The Royal Mint will produce and circulate 1.5 billion new £1 coins in March 2017. Some have described its similarity to the old threepenny bit while others say it resembles toy money. So why the change and how will it differ to the existing £1 coin?
Art meets technology
According to the Royal Mint, the reason for the new £1 is to combat fraud. Royal Mint figures from May 2015 show that around 2.5% of £1 coins were fakes. To counteract this, it decided to create a new coin that would be difficult to copy and save the taxpayer millions from frauds. The new coin is designed with unique artwork and ground-breaking technology to make it one of the most secure of its kind on the planet.
The new one-pound coin
Image Credit: Royal Mint
Here we look at the features of the new one-pound coin with 12 sides, two metals, a hologram, bigger diameter, and milled edges.

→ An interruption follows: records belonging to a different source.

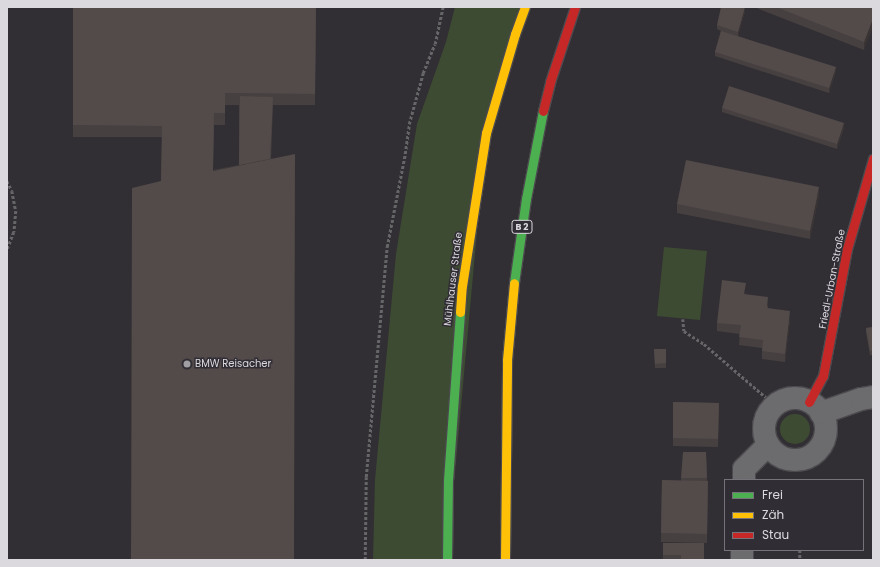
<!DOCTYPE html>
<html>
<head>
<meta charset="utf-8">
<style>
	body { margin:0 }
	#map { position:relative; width:880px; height:567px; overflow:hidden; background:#312f33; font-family:Poppins,sans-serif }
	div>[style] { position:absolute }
	.green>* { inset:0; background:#3e4b33 }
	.round { border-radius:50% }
	.path>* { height:2.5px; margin-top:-1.25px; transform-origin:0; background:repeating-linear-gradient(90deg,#666567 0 3px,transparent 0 5px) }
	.roads { filter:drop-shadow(1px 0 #4c4a4e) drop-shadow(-1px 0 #4c4a4e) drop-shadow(0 1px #4c4a4e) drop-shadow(0 -1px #4c4a4e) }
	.street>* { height:22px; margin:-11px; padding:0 11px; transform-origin:11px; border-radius:11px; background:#6c6b6e }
	.street>.ring { margin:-11px; padding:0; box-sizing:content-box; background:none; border:22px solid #6c6b6e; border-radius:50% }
	.fast>* { height:9px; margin:-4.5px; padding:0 4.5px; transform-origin:4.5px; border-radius:4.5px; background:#4caf50 }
	.slow>* { height:9px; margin:-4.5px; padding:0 4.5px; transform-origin:4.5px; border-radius:4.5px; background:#ffc107 }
	.jam>* { height:9px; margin:-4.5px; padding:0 4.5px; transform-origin:4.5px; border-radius:4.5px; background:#c62828 }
	.wall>* { inset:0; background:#474040 }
	.shaded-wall>* { inset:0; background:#3a3434 }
	.building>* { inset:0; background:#534a4a }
	.dots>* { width:11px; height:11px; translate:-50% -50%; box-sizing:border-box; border:2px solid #312d35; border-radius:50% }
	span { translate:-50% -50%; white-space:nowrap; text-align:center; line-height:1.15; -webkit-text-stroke:3px #312d35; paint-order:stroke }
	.shield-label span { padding:1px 3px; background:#312d35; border:1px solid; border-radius:3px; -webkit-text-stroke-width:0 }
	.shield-label { font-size:9px; color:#dbd9de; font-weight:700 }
	.street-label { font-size:10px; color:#dbd9de }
	.poi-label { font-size:10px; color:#dbd9de }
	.left { translate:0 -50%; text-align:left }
	.frame { position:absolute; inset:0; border:8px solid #dbd9de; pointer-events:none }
	.legend { position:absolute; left:724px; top:479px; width:140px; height:72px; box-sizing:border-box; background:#312d35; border:1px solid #757279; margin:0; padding:5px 7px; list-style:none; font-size:12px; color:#dbd9de }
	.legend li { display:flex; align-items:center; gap:8px; height:20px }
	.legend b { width:20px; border:1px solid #757279 }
</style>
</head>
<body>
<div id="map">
	<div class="green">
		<div style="clip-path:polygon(455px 7px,525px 7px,486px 133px,447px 560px,373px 560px,375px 480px,396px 254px,417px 124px,446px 42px)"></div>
		<div style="clip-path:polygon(664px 247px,707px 251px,700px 320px,657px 316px)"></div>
		<div class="round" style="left:780px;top:414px;width:30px;height:30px"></div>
	</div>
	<div class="path">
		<div style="left:7px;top:181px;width:11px;rotate:63deg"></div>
		<div style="left:12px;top:191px;width:20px;rotate:79deg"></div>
		<div style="left:16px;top:211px;width:21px;rotate:95deg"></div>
		<div style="left:14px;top:232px;width:19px;rotate:111deg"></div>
		<div style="left:683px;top:319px;width:12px;rotate:85deg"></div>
		<div style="left:684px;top:331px;width:24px;rotate:33deg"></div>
		<div style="left:704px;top:344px;width:94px;rotate:40.7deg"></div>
		<div style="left:800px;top:550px;width:10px;rotate:90deg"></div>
		<div style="left:365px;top:560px;width:83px;rotate:-89.3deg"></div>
		<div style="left:366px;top:477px;width:231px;rotate:-84.8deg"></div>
		<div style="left:387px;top:247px;width:95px;rotate:-79deg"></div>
		<div style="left:405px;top:154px;width:30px;rotate:-82deg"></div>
		<div style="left:409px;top:124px;width:53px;rotate:-74.6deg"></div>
		<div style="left:423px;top:73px;width:31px;rotate:-68deg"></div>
		<div style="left:435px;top:44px;width:38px;rotate:-78deg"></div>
	</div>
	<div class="roads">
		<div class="street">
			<div class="ring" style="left:764px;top:398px;width:40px;height:40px"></div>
			<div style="left:821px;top:413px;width:42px;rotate:-19.3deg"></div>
			<div style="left:861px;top:399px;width:12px;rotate:-9deg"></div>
			<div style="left:744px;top:480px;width:11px;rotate:-90deg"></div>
			<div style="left:744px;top:469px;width:34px;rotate:-45deg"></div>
			<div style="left:742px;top:560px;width:10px;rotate:-90deg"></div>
		</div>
		<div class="fast">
			<div style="left:514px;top:283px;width:85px;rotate:-81.9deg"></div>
			<div style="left:526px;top:199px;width:90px;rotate:-79.1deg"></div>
			<div style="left:447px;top:560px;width:80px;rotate:-89.3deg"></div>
			<div style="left:448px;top:480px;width:168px;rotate:-85.9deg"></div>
		</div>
		<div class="slow">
			<div style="left:460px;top:312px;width:26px;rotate:-86deg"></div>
			<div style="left:462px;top:286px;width:155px;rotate:-81.1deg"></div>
			<div style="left:486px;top:133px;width:103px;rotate:-73.7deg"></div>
			<div style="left:515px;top:34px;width:29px;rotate:-70deg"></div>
			<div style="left:505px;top:560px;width:200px;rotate:-89.4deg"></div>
			<div style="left:507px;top:360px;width:77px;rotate:-84.8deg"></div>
		</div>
		<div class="jam">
			<div style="left:543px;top:111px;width:30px;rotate:-76deg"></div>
			<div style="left:550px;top:82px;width:79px;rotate:-71.6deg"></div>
			<div style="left:809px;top:402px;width:30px;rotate:-62deg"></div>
			<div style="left:823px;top:376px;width:129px;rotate:-79.3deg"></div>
			<div style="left:847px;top:249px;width:94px;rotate:-73.9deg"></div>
		</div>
	</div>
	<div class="wall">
		<div style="clip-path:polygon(evenodd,73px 7px,316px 7px,315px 105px,273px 105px,271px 159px,161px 181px,162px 137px,73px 137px,73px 7px,225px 105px,239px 105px,239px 165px,213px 170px,214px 125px,225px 125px,225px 105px)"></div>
		<div style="clip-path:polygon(754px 7px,873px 7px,864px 50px)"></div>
		<div style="clip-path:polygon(745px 11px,738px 36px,836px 71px,829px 93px,715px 56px,715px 52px,721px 31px,717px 29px,717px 25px)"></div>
		<div style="clip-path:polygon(722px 108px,844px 128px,837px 149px,722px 112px)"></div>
		<div style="clip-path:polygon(819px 195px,810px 239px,677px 213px,677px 204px)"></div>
		<div style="clip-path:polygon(746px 292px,745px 294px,768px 306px,768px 308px,790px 319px,785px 362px,762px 359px,762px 348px,739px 345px,740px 334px,717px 331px,717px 323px)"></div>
		<div style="clip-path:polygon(873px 327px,873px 355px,870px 355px,866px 332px,866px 328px)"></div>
		<div style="clip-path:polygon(654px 349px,666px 349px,666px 368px,655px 368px)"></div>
		<div style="clip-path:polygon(673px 402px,719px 403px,718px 447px,673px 446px)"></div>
		<div style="clip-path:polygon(706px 452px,707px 481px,708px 481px,707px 543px,661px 542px,662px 480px,681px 481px,681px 478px)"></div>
		<div style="clip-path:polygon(663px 543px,704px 543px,681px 559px,663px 559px)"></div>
	</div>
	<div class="shaded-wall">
		<div style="clip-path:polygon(745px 7px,745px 11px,738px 37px,738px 32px)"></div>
		<div style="clip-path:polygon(873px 19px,873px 27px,864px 50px,864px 42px)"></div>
		<div style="clip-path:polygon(836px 67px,836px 71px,829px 93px,829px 88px)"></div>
		<div style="clip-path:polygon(844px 123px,844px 128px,837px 149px,837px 144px)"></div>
		<div style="clip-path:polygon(819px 187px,819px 195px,810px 239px,810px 231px)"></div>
		<div style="clip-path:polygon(790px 311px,790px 319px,785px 362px,785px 354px)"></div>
	</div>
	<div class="building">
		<div style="clip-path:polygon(73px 7px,316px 7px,315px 94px,225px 93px,225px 113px,214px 113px,213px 171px,295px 154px,294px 560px,131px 560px,132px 188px,161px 181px,162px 126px,73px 125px)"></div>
		<div style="clip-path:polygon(721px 7px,745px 7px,738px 32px,717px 25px)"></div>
		<div style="clip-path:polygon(776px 7px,873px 7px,873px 19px,864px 42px)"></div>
		<div style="clip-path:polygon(721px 31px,836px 67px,829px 88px,715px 52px)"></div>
		<div style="clip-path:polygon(729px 86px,844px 123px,837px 144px,722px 108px)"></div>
		<div style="clip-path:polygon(240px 96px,273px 97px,270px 159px,239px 165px)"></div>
		<div style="clip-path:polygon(686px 160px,819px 187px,810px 231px,677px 204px)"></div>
		<div style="clip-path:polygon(722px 280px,746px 283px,744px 294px,768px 297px,767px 308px,790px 311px,785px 354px,762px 351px,763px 340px,739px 337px,741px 325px,717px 323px)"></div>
		<div style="clip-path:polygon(873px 327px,873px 350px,870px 351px,866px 328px)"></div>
		<div style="clip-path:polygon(654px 349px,666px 349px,666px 363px,655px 364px)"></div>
		<div style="clip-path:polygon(673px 402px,719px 403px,718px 439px,673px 438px)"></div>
		<div style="clip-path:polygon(683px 452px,706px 452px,707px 478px,681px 478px)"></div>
		<div style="clip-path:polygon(662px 480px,708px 481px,707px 534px,661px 533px)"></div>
		<div style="clip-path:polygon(663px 543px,704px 543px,704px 560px,681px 560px,681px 555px,663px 555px)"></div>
	</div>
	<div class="dots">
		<div style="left:187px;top:364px;background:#a09ea2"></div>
	</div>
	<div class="shield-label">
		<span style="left:522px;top:227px">B 2</span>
	</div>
	<div class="street-label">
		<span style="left:453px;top:279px;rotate:-83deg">Mühlhauser Straße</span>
		<span style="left:832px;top:279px;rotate:-79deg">Friedl-Urban-Straße</span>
	</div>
	<div class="poi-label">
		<span class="left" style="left:195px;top:364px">BMW Reisacher</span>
	</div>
	<div class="frame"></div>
	<ul class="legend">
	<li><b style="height:5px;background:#4caf50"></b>Frei</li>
	<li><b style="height:5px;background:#ffc107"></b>Zäh</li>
	<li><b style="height:5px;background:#c62828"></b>Stau</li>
	</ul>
</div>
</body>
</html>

• The new coin is a dodecahedron – that means it’s 12–sided – which makes it easy to recognise.
• It’s made of two-tone metal, with an outer ring in gold (coloured nickel) and the inner ring in silver (nickel-plated alloy), similar to the existing £2 coin.
• The bottom of the coin has a hologram that changes to show a £ symbol and the number ‘1’ when you tilt it at different angles.
• The head’s side has micro lettering reading ‘ONE POUND’ and the tail’s side shows the year the coin was produced.
• Six of the 12 sides have milled edges to create a groove effect.
• The art work on the tail side represents the UK and its four constituent parts, showing the English rose, the Welsh leek, Scottish thistle and a Northern Irish shamrock emerging from one stem within a crown.
Get the old coins spent!
Don’t worry – there’s no need to rush out just yet and spend those old £1 coins. You’ve got until autumn 2017 to use them or exchange them at the bank. And besides, it’s unlikely that all parking meters, supermarket trollies and other vending type machines won’t accept the new £1 coin the day it launches – it will probably take a few months.
In the interim, it might be better to carry some old and new coins to use, until the old coin is completely phased out and all businesses are up to speed.